AI Technical Summary

Benefits of technology

[0013] In one aspect, the present invention overcomes the limitations of the prior art by employing a series of dedicated low volume precursor deposition zones separated by dedicated larger volume exhaust zones, in conjunction with a moving substrate holder disposed within a chamber. The internal chamber walls and the substrate holder form a small gap that acts to provide for the passage of a given precursor gas across a substrate in a given dedicated deposition zone but restricts the flow of different precursor(s) and / or reaction by-products from the given deposition zone into another dedicated zone. Typically, the system is not internally leak proof but a high degree of precursor separation is achieved, resulting in a platform that is able to produce high quality ALD films at high deposition rates.
[0014] Deposition zones are created when the substrate is moved by the substrate holder into a precursor inlet zone and precursor gas is injected such that it flows across the substrate toward the dedicated larger volume exhaust zones. Because the deposition zone for a given precursor inlet zone is dedicated, i.e., only one precursor is explicitly introduced, there is no longer a need to remove excess precursor from the zone. Because the exhaust zones have large volume, excess precursor and reaction by-products have very low pressure in the exhaust zone as the substrate moves to the deposition zone for the next precursor gas. Very little precursor gas from one precursor region is able to reach another precursor region because of the low precursor / by-products pressure, efficient exhausting, as well as the flow restrictions imposed by the gap, disk hub, etc. This approach eliminates the need for an explicit purge of a precursor from the deposition zone, thus improving the cycle rate. However, purges in between the adjacent exhaust zones can be used to act as an additional diffusion barrier limiting a given precursor flow to within its dedicated deposition and exhaust zone.
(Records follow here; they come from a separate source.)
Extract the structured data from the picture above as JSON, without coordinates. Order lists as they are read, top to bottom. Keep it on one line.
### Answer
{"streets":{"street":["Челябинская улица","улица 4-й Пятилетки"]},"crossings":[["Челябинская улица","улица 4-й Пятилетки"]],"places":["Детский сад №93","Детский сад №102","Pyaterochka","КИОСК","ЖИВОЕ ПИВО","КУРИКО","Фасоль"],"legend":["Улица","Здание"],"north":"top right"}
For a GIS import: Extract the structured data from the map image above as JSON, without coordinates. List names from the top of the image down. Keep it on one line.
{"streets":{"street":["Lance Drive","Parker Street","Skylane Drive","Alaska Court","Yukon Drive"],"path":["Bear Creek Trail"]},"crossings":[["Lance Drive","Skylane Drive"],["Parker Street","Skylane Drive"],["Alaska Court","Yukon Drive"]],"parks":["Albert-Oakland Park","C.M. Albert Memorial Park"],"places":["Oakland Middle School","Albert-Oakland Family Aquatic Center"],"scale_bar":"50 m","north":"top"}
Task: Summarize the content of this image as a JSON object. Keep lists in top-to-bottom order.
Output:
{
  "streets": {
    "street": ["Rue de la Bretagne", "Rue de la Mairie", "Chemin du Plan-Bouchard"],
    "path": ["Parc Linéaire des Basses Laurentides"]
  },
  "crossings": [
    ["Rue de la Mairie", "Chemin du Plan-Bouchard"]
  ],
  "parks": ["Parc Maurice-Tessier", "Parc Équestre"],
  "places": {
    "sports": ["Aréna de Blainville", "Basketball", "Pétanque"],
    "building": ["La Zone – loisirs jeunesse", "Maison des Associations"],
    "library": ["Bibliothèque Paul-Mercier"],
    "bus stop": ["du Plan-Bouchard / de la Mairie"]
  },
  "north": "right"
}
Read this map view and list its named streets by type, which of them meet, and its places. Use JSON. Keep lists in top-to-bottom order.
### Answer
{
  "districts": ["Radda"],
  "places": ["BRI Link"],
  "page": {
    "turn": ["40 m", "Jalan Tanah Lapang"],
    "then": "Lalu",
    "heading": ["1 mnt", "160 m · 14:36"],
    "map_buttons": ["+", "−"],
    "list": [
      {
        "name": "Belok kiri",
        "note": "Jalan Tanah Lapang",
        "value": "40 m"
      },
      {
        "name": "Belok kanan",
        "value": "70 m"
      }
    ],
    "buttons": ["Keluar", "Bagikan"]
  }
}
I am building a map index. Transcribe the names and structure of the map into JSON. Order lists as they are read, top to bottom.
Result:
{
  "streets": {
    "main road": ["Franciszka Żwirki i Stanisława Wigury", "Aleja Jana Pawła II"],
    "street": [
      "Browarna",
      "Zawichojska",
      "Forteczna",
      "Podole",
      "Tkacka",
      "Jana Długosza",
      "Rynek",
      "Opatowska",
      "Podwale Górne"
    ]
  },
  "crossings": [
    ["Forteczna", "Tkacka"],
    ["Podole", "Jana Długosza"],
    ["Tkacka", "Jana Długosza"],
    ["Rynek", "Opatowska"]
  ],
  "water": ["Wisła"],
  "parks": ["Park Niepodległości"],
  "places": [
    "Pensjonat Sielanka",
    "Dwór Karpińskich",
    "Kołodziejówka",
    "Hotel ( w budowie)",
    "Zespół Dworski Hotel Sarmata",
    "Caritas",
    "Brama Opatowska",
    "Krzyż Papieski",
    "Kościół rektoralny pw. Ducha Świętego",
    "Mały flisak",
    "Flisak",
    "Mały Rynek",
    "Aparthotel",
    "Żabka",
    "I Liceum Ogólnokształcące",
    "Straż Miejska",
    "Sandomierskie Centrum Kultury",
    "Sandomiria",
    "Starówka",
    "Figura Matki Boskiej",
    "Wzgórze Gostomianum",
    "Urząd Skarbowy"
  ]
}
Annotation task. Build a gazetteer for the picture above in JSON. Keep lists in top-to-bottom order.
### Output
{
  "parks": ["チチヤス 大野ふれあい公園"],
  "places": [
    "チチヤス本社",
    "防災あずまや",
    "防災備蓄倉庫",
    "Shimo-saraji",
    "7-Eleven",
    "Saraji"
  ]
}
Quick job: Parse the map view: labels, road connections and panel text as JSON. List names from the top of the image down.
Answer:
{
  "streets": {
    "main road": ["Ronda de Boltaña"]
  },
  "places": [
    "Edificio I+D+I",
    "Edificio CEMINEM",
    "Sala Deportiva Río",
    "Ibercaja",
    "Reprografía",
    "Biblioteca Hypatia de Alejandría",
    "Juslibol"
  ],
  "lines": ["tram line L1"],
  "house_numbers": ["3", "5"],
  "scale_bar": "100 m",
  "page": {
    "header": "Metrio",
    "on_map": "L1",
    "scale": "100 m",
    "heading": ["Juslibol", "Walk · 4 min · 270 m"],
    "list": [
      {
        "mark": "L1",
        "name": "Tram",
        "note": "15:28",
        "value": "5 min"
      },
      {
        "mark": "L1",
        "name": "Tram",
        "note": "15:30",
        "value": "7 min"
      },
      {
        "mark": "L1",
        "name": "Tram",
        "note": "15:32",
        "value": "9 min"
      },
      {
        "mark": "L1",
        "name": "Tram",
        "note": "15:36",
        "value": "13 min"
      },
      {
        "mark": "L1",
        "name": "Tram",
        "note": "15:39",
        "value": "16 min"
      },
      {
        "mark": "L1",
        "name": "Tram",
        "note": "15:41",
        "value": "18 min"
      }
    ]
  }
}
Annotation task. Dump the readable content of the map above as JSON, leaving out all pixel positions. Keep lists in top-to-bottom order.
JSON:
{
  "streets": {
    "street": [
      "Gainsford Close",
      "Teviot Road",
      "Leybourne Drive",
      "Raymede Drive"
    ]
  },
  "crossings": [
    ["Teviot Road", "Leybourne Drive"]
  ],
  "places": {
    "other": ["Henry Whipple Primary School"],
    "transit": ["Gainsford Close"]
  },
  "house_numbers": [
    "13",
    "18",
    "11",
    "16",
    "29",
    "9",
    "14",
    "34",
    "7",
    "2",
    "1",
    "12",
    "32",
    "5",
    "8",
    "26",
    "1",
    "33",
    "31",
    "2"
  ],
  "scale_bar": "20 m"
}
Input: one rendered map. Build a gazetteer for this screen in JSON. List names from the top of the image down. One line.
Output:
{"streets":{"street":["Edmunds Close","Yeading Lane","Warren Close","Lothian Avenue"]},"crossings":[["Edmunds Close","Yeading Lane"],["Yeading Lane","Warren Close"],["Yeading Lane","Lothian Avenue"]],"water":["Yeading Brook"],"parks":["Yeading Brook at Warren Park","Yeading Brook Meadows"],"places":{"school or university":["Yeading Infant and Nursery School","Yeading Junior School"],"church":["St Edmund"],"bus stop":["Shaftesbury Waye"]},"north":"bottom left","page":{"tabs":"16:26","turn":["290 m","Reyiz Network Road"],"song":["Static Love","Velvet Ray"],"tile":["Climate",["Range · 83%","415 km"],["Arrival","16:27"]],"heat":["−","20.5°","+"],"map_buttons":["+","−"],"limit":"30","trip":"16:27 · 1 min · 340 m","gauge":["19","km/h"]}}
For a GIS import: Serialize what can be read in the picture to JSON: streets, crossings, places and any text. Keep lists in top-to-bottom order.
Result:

The use of high speed valves, now commercially available, in supplying timed injections of precursor gases and purge gases improve the overall gas management, cleanliness, and speed of the system. Substrate cleanliness is further enhanced by the fact that pressures typically are maintained below order 1 torr even at the precursor inlet zone such that particle movement does not readily take place. In the case of explicit purges between exhaust zones, higher pressures may be encountered resulting in possible deleterious particle movement onto the substrate if the chamber and / or substrate are inadequately clean.
[0015] Various aspects of the invention include the following. The precursor reactants preferably are separated (via the use of dedicated precursor deposition zones) except where they are supposed to react, namely at the surface of the substrate. The use of low volume, dedicated deposition zones leads to efficiency, cleanliness, and speed improvements. The pulsing of gases into the relatively low pressure system limits the amount of gas introduced into the system and the gas moves rapidly to where it needs to be. As a final example, the use of large exhaust volumes with high gas conductance and high pumping rates results in effective removal of excess precursor and reaction by-products.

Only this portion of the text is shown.